Cinéfranco


Cinéfranco is an annual film festival in Toronto, Ontario, Canada, which presents a weeklong program of both Canadian and international French language films.

History

The festival was established in 1997 by Marcelle Lean, a former chair of the Ontario Film Development Corporation, and was staged for the first time in February 1998. Lean remained the event's executive director as of 2015.
Unlike larger events such as the Toronto International Film Festival, all films throughout the week were screened in a single theatre venue. To establish broader audience appeal beyond the city's francophone community alone, all films were screened with English language subtitles.
Separately from the main festival, an annual youth program of films for children and teenagers is also staged each year.

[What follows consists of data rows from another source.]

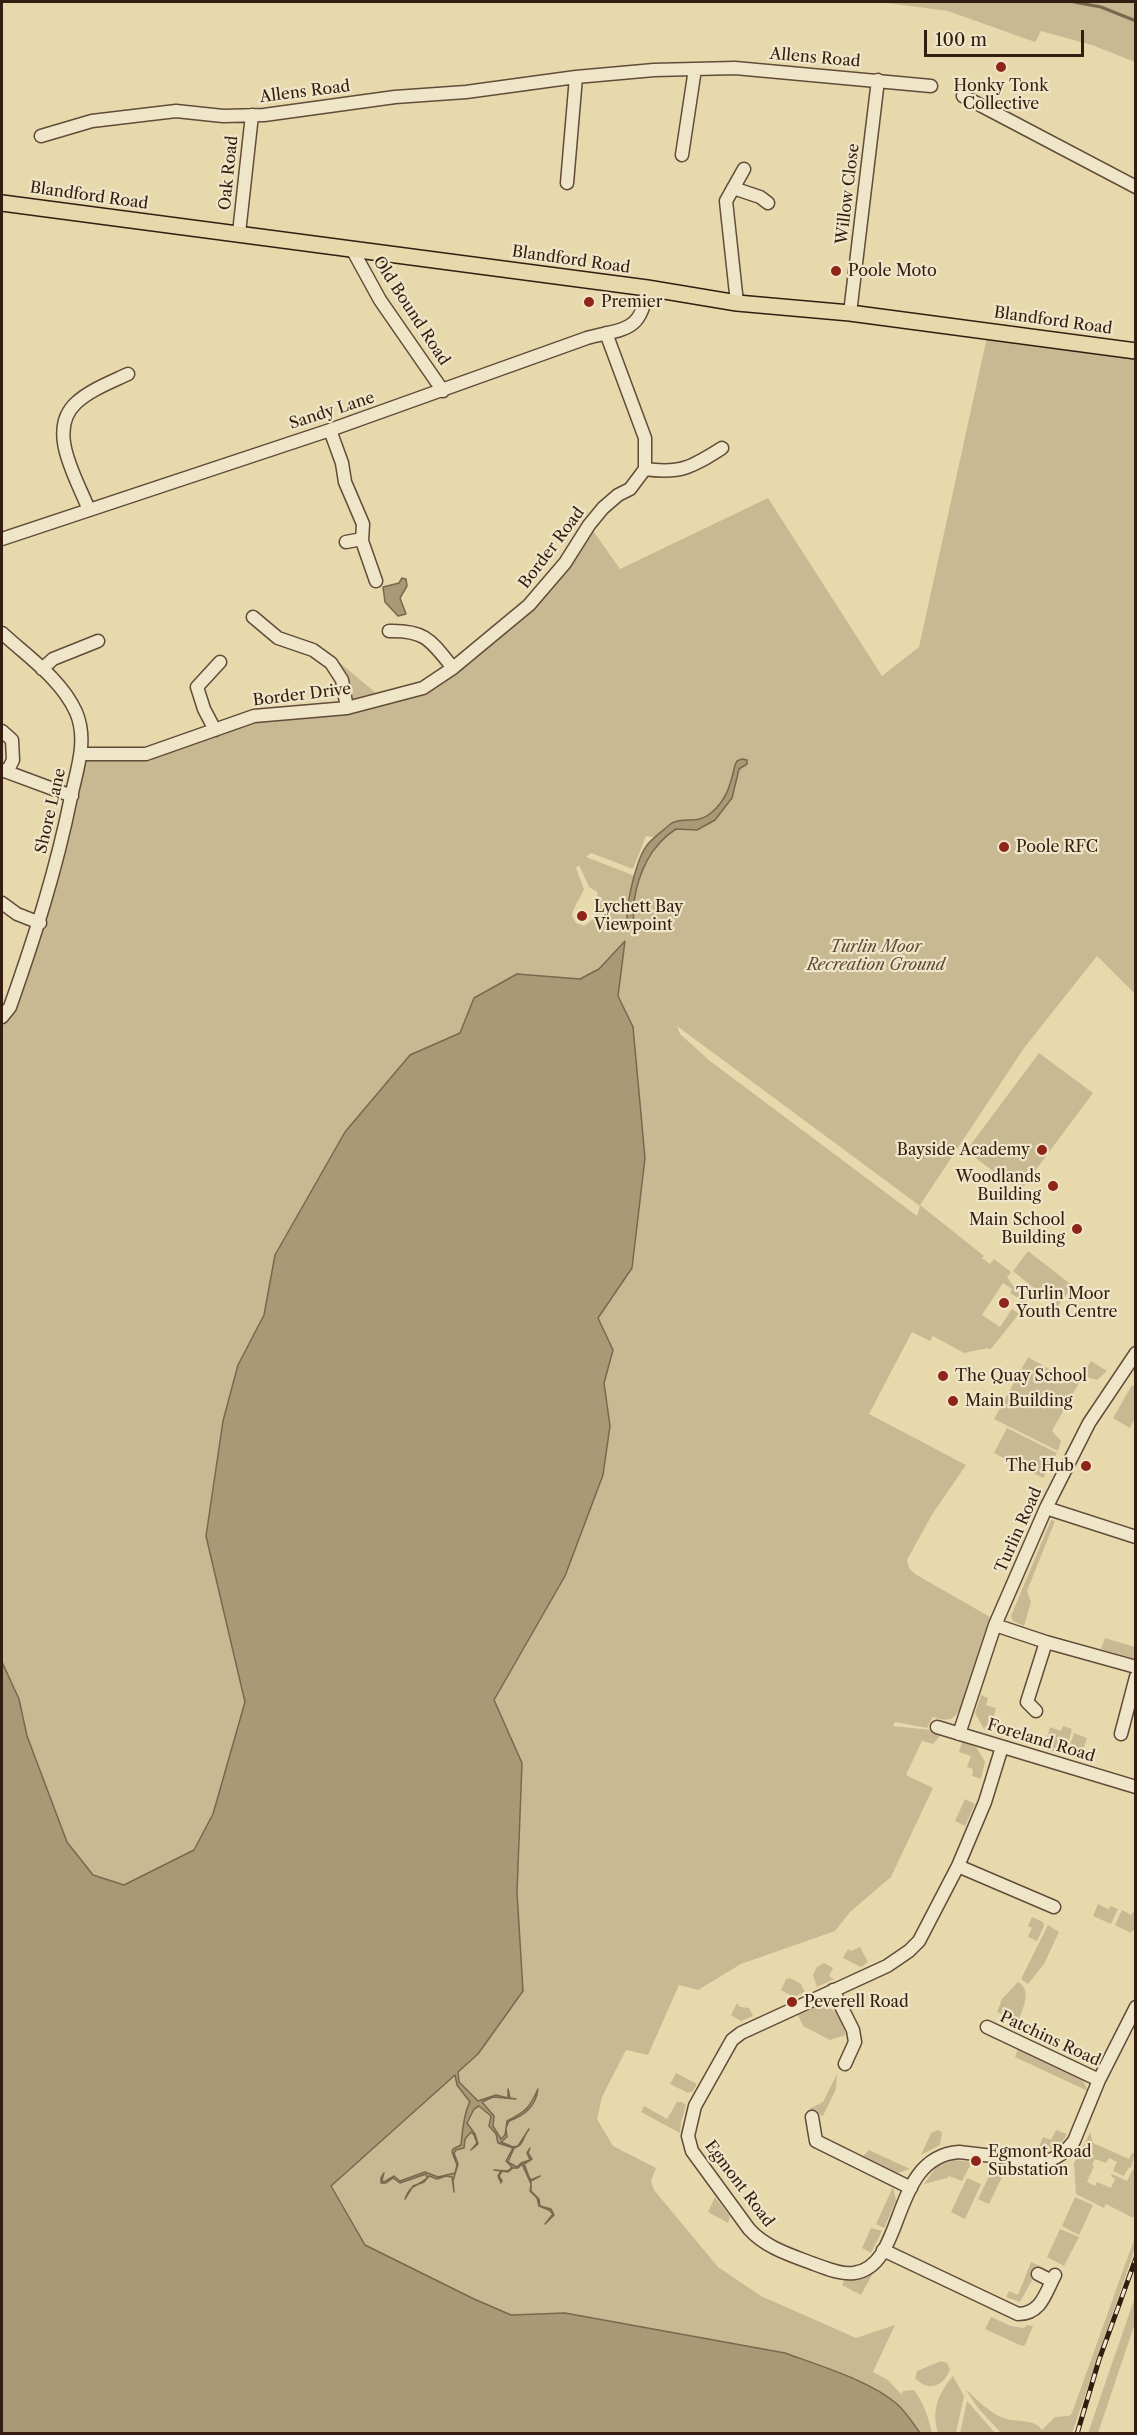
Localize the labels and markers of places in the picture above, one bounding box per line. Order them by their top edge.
marker: Honky Tonk Collective [994,60,1008,74]
place label: Honky Tonk Collective [954,76,1048,114]
place label: Poole Moto [848,261,937,281]
marker: Poole Moto [829,264,843,278]
place label: Premier [601,292,663,312]
marker: Premier [582,295,596,309]
place label: Poole RFC [1016,837,1098,857]
marker: Poole RFC [997,840,1011,854]
place label: Lychett Bay Viewpoint [594,897,683,935]
marker: Lychett Bay Viewpoint [575,909,589,923]
place label: Bayside Academy [897,1140,1030,1160]
marker: Bayside Academy [1035,1143,1049,1157]
place label: Woodlands Building [956,1167,1041,1205]
marker: Woodlands Building [1046,1179,1060,1193]
place label: Main School Building [969,1210,1065,1248]
marker: Main School Building [1070,1222,1084,1236]
place label: Turlin Moor Youth Centre [1016,1284,1118,1322]
marker: Turlin Moor Youth Centre [997,1296,1011,1310]
place label: The Quay School [955,1366,1087,1386]
marker: The Quay School [936,1369,950,1383]
place label: Main Building [965,1391,1072,1411]
marker: Main Building [946,1394,960,1408]
place label: The Hub [1006,1456,1074,1476]
marker: The Hub [1079,1459,1093,1473]
place label: Peverell Road [804,1992,909,2012]
marker: Peverell Road [785,1995,799,2009]
place label: Egmont Road Substation [988,2142,1092,2180]
marker: Egmont Road Substation [969,2154,983,2168]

The separate youth program was launched for the first time in 2007.
The festival presented an annual award, the Radio-Canada Audience Award, to the film voted by festival attendees as the best film in that year's program. TFO also formerly sponsored an award for the most popular film in the youth program.

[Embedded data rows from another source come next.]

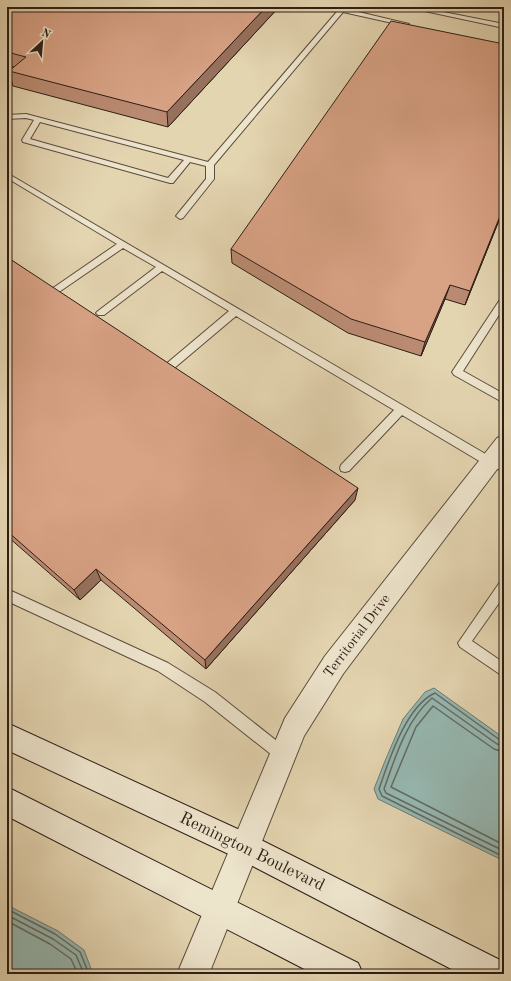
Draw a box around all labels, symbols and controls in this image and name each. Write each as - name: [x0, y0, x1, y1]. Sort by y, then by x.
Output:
- north arrow: [22, 22, 62, 62]
- text: N: [40, 28, 52, 41]
- street label: Territorial Drive: [321, 592, 393, 680]
- street label: Remington Boulevard: [177, 809, 327, 895]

In 2015, Lean told L'Express de Toronto that the festival was in financial trouble and may be forced to cease operations if it could not renegotiate its operational support and sponsorship agreements. The main festival was initially cancelled in 2016, although the youth program was still staged; instead, La Tournée du cinéma québécois, a program of Québec Cinéma which presents a touring minifestival of Quebec films in various locations across Canada, added an event in Toronto to its schedule. The event was later revived, however, with a smaller-scale Cinéfranco presented in October 2016 at the Alliance française de Toronto.